With additional data collection, we will also apply big-data approaches (e.g., machine learning) to identify novel patterns that emerge in dynamic settings of exposure, onset of symptoms, disease trajectory, and clinical outcomes. Our launch of the app within several large epidemiology cohorts that have previously gathered longitudinal data on lifestyle, diet and health factors and genetic information will allow investigation of a much broader range of putative risk factors for COVID-19 outcomes. With additional follow-up, we will also be uniquely positioned to investigate long-term outcomes of COVID-19, including mental health, disability, mortality, and financial outcomes. Mobile technology can also supplement recently launched clinical trials or biobanking protocols already embedded within clinical settings. In collaboration with the Stand Up to Cancer Foundation, we have also developed a strategy to track information among individuals living with cancer, including those enrolled in clinical trials. At the Massachusetts General Hospital and Brigham and Women’s Hospital, we are deploying the tool within several clinical studies, centralized biobanking efforts, and healthcare worker surveillance programs. Healthcare workers are a particularly vulnerable population to COVID-19’s effects beyond infection, including work hazards from PPE shortages, emotional stress, and absenteeism. Real-time data generation focused within these populations will be critical to optimally allocate resources to protect our healthcare workforce and assess their efficacy.
Our approach has
limitations. We recognize that a smartphone application does not represent a
random sampling of the population. However, this is an inherent limitation of
any epidemiologic study which relies on voluntary participation. However, our
approach has the benefit of allowing rapid deployment across a large
cross-section of the population during an unprecedented health crisis. With
time and continued use, the large number of participants will include a
sufficient number of users within key subgroups that will allow for adjustment
for potential sources of confounding. By engaging cohorts with underrepresented
populations, such as the BWHS in the U.S., we also hope to leverage existing
investigator-participant relationships to encourage enrollment of individuals
who are traditionally more challenging to recruit. Moreover, by encouraging
longitudinal, prospective data collection, we can capture associations based on
within-person variation over time, a significant advantage over repeated
cross-sectional surveys that introduce significant between-person variation. In
the near future, we hope to release our app as fair-use open source software to
facilitate translation and development in other regions. We have begun working
with colleagues in Canada, Australia, and Sweden to implement this tool within
their countries. We have also developed a practical toolkit for clinical
researchers to facilitate local Institutional Review Board (IRB) and regulatory
approval to facilitate deployment within research studies (www.monganinstitute.org/cope-consortium).

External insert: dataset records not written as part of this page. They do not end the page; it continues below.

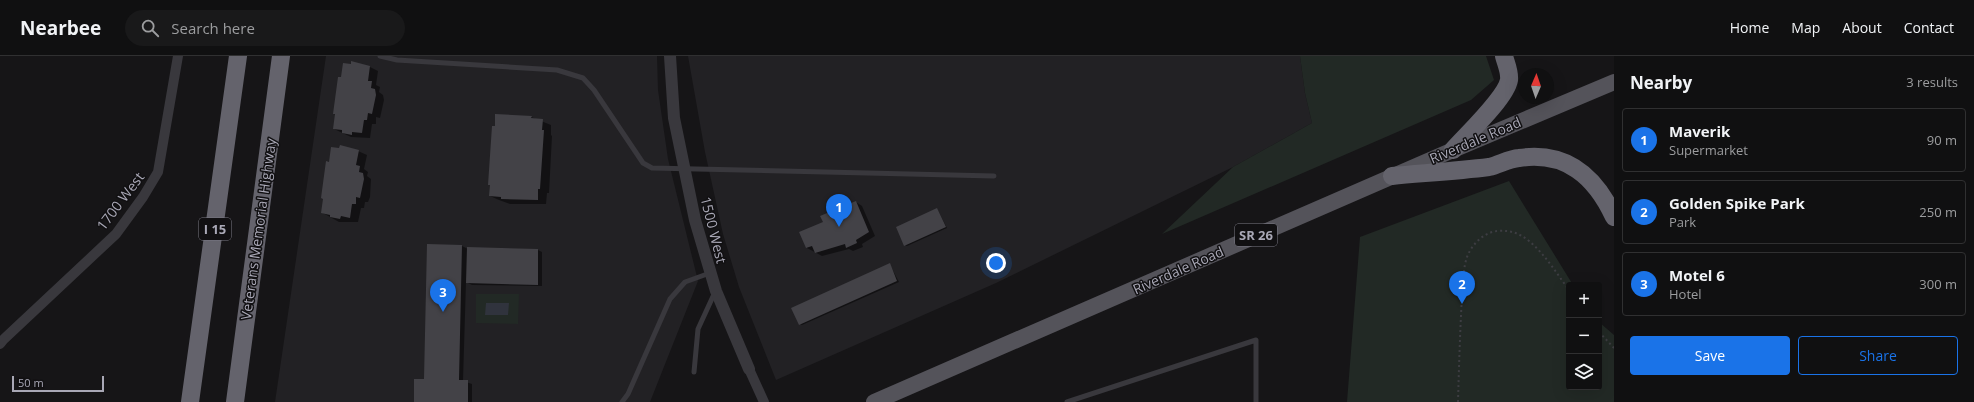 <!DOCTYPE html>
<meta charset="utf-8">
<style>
:root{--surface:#101011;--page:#19191a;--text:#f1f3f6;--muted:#9c9d9f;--line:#303031;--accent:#1a73e8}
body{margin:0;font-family:"Open Sans",sans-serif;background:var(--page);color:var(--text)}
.controls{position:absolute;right:12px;bottom:12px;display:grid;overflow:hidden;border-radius:4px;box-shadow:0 4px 16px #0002}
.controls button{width:36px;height:36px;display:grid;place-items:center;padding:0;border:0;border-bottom:1px solid var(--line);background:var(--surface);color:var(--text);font:20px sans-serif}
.compass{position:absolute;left:1518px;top:12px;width:36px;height:36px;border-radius:50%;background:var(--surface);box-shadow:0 4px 16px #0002;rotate:2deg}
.scale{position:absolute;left:12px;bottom:10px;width:92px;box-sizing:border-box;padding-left:4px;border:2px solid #a9a8b6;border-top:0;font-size:11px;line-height:14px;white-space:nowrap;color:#a9a8b6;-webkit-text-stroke:3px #111012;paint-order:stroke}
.you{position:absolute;left:996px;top:207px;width:14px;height:14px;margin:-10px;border:3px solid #fff;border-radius:50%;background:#1a73e8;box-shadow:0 0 0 6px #1a73e833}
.badge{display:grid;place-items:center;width:26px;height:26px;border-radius:50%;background:var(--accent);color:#fff;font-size:13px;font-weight:700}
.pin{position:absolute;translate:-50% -33px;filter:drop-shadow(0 1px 2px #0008)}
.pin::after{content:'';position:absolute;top:21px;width:14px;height:12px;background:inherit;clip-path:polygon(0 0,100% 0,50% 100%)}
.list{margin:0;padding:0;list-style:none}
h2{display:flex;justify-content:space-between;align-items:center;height:52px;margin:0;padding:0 16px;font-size:17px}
h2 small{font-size:13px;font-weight:400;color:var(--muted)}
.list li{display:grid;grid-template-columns:26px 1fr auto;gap:12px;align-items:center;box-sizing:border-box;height:64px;margin:0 8px 8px;padding:0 8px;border:1px solid var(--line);border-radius:4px}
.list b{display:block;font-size:15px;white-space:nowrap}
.list p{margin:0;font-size:13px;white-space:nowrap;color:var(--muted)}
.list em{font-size:13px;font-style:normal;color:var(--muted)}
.actions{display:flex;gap:8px;padding:12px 16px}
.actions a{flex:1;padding:9px 0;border:1px solid var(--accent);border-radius:4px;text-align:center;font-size:14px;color:var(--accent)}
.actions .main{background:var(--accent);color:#fff}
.icon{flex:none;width:22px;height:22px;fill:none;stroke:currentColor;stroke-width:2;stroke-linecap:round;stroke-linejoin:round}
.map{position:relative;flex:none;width:1614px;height:346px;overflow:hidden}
header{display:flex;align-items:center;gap:24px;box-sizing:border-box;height:56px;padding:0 20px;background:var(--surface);border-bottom:1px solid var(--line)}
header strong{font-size:19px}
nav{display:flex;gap:22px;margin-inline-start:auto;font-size:14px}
.search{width:280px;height:36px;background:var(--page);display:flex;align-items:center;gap:10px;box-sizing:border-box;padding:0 14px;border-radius:22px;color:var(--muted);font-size:15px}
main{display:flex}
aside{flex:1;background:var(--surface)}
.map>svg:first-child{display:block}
</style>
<header>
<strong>Nearbee</strong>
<div class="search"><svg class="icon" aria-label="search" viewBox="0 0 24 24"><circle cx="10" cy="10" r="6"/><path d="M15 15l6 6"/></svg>Search here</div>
<nav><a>Home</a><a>Map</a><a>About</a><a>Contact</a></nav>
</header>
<main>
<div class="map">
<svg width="1614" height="346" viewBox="0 0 1614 346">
<rect width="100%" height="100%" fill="#161517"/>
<!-- built -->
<path fill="#222124" d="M326,0H657L658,34L668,103L698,225L650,346H275Z
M688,0H1300L1305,37L1312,67L1233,111L996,227L776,324L739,231L723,178L705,96Z"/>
<!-- green -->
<path fill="#222925" d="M1300,0H1486L1494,24L1471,44L1162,178L1233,111L1312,67L1305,37Z
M1509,125L1573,229H1569V331H1599V266L1614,279V346H1347L1360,181Z
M476,238H519L518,268L476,267Z"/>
<!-- water -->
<path fill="#30333d" d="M486,247H509L508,259H485Z"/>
<!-- shadow -->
<path fill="#0007" d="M352,6L370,11L378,15L376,29L380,31L379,36L383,39L384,44L380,62L376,61V68H372L370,82L351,81L334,73L336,59L334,58L341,22Z
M531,61L551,69V79L552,80L549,137H547L546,148H510L499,144L490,140Z
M358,95L367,99L364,113L368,116L367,120L371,123L370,141L368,146H365L364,152H361L358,166H339L323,157L330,107Z
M856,146L862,150L875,180L862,188L863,191L853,195L849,193L822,200L807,192L801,177L824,167Z
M937,153L947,172L907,190L905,189Z
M428,189L462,190L468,193L538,194L542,196V230L472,229L466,226L463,325L472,328V346H416L425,324Z
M890,209L899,226L802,269L800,268Z"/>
<!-- building -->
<path fill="#434247" d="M351,5L370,10L368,25H372L371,32L375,33L376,39L372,58L368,57L367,64H364L362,77L352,76V79L342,77V74L333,73L335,58H333L338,21H341L343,7L351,8Z
M495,58L532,60L531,62L543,63L542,74H544L540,133H538V144L501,143V141L489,140L490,129H488L492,70H495Z
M340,89L359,94L356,109L360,110L359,116L363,117L364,123L360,142L356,141V148H352L350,162L341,160L340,163L330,161V159L321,157L323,143L321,142L326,105L329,106L331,91L339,92Z
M856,145L869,176L856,184L857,187L846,192L845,188L815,197L812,190L806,192L799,176L823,166L820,160Z
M937,152L946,171L904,190L896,171Z
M427,188L462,189L459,324H468V346H414V323H424Z
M467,191L538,193V229L466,227Z
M890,207L897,225L799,269L791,252Z"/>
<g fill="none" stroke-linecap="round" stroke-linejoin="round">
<!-- path -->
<path stroke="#3d3d42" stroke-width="2" stroke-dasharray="2 3" stroke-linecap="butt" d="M1599,276L1614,292
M1458,346C1459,311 1460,275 1462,240C1463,227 1463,213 1467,201C1472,188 1484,176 1498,175C1510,174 1519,177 1529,185C1545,198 1557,218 1569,234"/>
<!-- service -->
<path stroke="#39383d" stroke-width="5" d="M380,0L397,4L557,14L583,22L594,34L643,107L652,112L994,120
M694,316L698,273L715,236
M622,346L628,338L670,243L685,226L710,217
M1067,346L1256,284V346"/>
<!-- minor -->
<path stroke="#39383d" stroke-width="10" d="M0,288L4,283L116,178L143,141L158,116L178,0
M749,313L764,346"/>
<!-- tertiary -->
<path stroke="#39383d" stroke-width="12" d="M670,0L674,62L695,164L716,235L749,313"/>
<!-- primary -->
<path stroke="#54535a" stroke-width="16" d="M874,346L1453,94L1614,26"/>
<!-- motorway -->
<path stroke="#64636c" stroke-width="18" d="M1453,94C1466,79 1506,42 1509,24C1510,16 1506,8 1504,0
M1392,120C1424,117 1457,115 1489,111C1499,109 1508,103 1519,102C1566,95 1595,120 1614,161
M190,346L238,0
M235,346L281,0"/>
</g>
<g text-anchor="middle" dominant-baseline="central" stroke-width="3" stroke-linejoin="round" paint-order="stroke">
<!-- shield labels -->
<g fill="#111012" stroke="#7b7a85" stroke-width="1">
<rect x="199" y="162" width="32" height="22" rx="3"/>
<rect x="1235" y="168" width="42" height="22" rx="3"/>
</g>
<g font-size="13" font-weight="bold" fill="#a9a8b6">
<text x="215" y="173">I 15</text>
<text x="1256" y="179">SR 26</text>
</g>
<!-- street labels -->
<g font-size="14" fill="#a9a8b6" stroke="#111012">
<text transform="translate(1475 84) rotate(-23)">Riverdale Road</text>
<text transform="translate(120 145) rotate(-53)">1700 West</text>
<text transform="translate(258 173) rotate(-82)">Veterans Memorial Highway</text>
<text transform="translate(714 174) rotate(76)">1500 West</text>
<text transform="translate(1178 214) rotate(-24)">Riverdale Road</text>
</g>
</g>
</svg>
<div class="controls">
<button>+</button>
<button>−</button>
<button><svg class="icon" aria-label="layers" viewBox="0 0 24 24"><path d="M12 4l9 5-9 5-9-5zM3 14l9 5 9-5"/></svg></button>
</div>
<svg class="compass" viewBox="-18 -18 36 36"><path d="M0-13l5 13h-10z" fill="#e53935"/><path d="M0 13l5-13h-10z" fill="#9c9d9f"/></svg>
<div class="scale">50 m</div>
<div class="you"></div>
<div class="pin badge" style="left:839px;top:171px">1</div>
<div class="pin badge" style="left:1462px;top:248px">2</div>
<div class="pin badge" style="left:443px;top:256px">3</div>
</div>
<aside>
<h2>Nearby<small>3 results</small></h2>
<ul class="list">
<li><span class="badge">1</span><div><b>Maverik</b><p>Supermarket</p></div><em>90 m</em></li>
<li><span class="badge">2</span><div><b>Golden Spike Park</b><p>Park</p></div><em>250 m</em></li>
<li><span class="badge">3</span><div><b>Motel 6</b><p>Hotel</p></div><em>300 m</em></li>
</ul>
<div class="actions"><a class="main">Save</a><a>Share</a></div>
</aside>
</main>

This toolkit includes full detail of the questions, consent documents, privacy
policies, and terms of use for the mobile app. With broader implementation,
data generated from the COVID Symptom Tracker app have become increasingly
linked to the public health response within the National Health Service in the
UK. The app is endorsed by the Welsh Government, NHS Wales, the Scottish
Government and NHS Scotland. Our scientific team update the UK Chief Scientific
Officer daily. We are working to develop a similar approach in the US. However,
the lack of a national healthcare system has required a strategy focused on
engaging local public health leaders. For example, we have partnered with the
University of Texas School of Public Health to conduct state-wide surveillance
to support public health decision making, especially as their state government
begins softening mitigation strategies.